Pero cuando ingreso en la garganta de Lumbier el tiempo y el ruido del mundo ceden su paso a los gritos que aquella noche salían de una habitación próxima en la casa rural donde me hospedaba.

¿Qué tienen los gritos?

Qué tienen los gritos que hoy me siguen a todas partes, que me hacen pensar que la música es inferior a ellos, que el lastimero vagido salido de las entrañas, rodeado de oscuridad, es sublimemente hermoso por lo plañidero, por lo desgarrador, porque su sonido es capaz de hacerme enloquecer y obligarme a danzar en plena noche por el patio de la casa rural donde me hospedo —soñarlo más bien— buscando las hebras sonoras que quedaron colgadas de las ramas nocturnas de los árboles susurrantes. Qué tienen los gritos de placer y llanto, que me despiertan y ponen al instante todo mi cuerpo en tensión, mucho más que si apareciera una sílfide entre la niebla de mi deseo; qué tiene, di, esa voz femenina que soñé durante media noche, su gemido, su llanto; ¿qué música podrá igualar los registros con que esa garganta taladraba la noche haciendo penetrantes llagas en el cielo de la madrugada?
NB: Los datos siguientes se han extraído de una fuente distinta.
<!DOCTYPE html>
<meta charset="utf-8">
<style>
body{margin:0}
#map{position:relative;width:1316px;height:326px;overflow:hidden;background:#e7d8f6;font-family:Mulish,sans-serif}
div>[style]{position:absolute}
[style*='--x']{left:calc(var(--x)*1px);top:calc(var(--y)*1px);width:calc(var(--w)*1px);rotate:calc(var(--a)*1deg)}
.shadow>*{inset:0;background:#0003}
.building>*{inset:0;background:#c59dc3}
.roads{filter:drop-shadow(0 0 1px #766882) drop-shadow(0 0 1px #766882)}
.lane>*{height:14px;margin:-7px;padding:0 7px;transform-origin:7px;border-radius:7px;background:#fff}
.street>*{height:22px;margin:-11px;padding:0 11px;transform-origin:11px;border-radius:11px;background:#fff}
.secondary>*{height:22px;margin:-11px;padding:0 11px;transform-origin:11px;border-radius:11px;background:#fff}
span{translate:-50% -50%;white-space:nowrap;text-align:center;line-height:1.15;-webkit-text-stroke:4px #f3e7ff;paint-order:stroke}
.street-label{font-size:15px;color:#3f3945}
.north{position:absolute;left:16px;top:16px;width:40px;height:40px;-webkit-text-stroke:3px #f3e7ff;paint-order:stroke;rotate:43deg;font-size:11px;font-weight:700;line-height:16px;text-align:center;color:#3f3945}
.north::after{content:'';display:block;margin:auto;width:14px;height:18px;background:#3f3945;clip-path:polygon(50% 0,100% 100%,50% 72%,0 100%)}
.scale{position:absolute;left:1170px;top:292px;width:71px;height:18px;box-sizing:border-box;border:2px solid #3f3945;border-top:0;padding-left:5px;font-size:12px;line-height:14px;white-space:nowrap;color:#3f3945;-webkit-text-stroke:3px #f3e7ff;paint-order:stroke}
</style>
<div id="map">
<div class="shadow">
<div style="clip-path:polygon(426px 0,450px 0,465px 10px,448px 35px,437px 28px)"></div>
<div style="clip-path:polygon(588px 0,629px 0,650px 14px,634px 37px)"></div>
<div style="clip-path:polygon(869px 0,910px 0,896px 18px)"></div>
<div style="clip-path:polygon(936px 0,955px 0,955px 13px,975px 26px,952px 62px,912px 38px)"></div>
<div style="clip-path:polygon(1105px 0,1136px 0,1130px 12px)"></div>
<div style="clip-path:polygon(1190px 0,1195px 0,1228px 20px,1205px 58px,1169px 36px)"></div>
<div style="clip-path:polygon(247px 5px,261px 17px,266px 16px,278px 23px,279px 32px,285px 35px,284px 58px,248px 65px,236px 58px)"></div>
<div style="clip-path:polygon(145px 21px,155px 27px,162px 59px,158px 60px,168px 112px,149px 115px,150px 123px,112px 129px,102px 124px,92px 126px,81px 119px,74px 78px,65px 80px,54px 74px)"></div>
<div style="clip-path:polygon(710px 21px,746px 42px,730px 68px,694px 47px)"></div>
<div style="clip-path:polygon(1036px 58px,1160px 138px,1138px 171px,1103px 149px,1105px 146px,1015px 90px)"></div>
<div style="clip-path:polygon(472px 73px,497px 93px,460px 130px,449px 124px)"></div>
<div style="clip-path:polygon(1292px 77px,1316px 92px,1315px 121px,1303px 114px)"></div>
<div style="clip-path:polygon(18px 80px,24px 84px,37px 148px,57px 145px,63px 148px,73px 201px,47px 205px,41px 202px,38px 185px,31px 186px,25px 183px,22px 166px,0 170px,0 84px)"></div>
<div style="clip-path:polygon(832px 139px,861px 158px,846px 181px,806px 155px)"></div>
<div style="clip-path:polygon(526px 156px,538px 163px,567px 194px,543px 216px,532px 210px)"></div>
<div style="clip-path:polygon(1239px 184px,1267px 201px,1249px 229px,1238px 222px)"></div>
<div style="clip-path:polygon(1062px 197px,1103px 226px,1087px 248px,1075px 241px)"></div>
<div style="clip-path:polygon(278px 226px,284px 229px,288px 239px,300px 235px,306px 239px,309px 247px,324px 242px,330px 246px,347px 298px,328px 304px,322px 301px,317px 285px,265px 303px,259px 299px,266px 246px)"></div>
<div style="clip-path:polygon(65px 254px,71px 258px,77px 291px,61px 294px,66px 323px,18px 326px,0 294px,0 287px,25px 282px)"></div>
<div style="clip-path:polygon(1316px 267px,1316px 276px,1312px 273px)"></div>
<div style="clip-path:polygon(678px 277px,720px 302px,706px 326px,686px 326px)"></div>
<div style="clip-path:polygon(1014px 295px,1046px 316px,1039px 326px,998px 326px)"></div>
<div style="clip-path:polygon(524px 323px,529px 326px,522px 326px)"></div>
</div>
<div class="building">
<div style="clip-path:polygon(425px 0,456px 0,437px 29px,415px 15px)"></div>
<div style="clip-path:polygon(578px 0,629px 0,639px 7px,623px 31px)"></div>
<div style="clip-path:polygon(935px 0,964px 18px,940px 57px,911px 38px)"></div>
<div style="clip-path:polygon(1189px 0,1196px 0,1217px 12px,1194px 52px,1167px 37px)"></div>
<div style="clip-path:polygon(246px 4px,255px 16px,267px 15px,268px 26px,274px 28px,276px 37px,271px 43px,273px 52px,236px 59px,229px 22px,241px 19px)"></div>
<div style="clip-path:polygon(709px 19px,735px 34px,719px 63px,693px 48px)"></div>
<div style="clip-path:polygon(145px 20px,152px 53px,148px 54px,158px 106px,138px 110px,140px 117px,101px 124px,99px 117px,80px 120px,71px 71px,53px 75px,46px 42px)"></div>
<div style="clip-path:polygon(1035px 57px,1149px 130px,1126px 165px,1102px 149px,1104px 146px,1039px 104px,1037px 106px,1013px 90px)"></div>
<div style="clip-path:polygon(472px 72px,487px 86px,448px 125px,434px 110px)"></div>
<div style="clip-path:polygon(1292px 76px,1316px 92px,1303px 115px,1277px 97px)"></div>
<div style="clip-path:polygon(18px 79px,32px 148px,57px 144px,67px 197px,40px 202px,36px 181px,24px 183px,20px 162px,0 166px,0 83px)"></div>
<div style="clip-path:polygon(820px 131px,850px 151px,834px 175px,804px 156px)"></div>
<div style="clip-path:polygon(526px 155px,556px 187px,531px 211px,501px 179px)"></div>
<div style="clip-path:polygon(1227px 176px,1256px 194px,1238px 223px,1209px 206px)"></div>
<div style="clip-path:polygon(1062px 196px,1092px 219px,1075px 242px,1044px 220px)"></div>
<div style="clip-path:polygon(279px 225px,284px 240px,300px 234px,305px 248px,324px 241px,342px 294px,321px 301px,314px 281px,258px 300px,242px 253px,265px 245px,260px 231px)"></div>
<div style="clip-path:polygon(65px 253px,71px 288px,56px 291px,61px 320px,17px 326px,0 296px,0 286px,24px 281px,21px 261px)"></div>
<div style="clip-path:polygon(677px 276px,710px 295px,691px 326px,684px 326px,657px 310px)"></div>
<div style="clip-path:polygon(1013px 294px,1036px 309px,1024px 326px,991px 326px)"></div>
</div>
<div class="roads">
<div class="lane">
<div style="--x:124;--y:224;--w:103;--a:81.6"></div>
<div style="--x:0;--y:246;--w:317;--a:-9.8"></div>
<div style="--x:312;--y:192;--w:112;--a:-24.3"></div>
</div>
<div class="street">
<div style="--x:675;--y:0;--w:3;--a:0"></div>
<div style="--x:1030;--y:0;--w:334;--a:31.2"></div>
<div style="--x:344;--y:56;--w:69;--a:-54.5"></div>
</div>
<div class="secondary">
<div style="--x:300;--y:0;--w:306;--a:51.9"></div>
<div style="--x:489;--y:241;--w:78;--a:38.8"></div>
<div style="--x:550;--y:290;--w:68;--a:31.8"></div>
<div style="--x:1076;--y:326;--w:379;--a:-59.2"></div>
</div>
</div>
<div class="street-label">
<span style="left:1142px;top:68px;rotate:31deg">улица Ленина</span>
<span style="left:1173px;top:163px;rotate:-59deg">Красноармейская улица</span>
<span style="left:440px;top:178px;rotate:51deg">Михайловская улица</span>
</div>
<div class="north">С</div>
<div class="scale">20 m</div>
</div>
Me enloquecían los gritos, nunca una música me conmovió tanto. Y me pregunto qué sustancias en la química de mi cuerpo llevan estas cosas, las recogen en los rincones de mi biología y lo traen hasta mi sistema nervioso esta mañana junto a las aguas del río Irati, álamos y sauces añosos vistiendo la orilla y transmitiendo también sus voces suaves desde su porte nervoso y armónico.

¿Qué tienen los gritos?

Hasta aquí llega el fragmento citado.